Taiwan, which hosts Asia's biggest Pride event this coming weekend, has long been known for its progressive attitudes toward the LGBT Community.
But now that the island has legalised same-sex marriage, it might come to be known for a conservative backlash against the gay community.
Since May, when Taiwan became the first in Asia to grant marriage equality, conservative groups have been targeting the Gender Equity Education Act of 2004, which originally called for upholding human dignity and gender equality but in recent years has also been used to implement anti-discrimination and LGBT sex education courses.
As a result, LGBT rights activists, who spent years campaigning for marriage equality and were still celebrating their court-mandated victory, have had to campaign for unity all over again.
In May 2017, Taiwan's constitutional court ruled that not allowing same-sex marriage violates constitutional articles pertaining to equality and freedom to marry. It gave the island's legislature two years to legalise same-sex marriage.
That is when the backlash began, with some conservatives arguing that traditional families might feel threatened and that gay partners' rights should be guaranteed by a special law, not by revising civil law.
In a referendum last November, conservatives' proposals won 72% of the vote. Then, six months later, President Tsai Ing-wen's administration followed through by enacting a special law legalising same-sex marriage, but falling short of altering the civil law's existing definition of marriage.
The name of the new law does not even include the word "marriage," out of consideration to conservatives and in recognition that voting for Taiwan's president, vice president and legislators takes place in January.

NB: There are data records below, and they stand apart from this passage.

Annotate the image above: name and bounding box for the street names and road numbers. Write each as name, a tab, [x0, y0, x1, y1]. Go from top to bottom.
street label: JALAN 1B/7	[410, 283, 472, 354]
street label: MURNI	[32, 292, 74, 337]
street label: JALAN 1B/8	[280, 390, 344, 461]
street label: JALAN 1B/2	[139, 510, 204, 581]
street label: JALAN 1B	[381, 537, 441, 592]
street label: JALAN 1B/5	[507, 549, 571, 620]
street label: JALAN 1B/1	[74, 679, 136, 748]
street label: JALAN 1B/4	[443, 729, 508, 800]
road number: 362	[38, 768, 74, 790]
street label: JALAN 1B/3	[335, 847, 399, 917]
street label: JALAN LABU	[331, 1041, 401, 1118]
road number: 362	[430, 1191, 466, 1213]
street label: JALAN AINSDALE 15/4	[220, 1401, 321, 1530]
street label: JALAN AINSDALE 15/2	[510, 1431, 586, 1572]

Indeed, there is reason for Taiwan's incumbent politicians to worry. Rather than be mollified by the compromises, the conservative forces are pushing to roll back the LGBT Community' gains.
Lai Shyh-bao, a lawmaker of the Kuomintang, Taiwan's main opposition party, has vowed to repeal the new law if the KMT takes back the presidency in January.
Also, the anti-LGBT Stability of Power party in September announced it will field 10 candidates in the legislative elections (the legislative Yuan has 113 seats). A party official said it wants to gain enough political leverage to have one of its members named minister of education. From that perch, it would peck away at education policies aimed at deepening students' understanding of LGBT citizens.
But few expect conservative groups' extreme views to prevail. Many Taiwanese, particularly young people, are fine with their LGBT friends' desire for equality.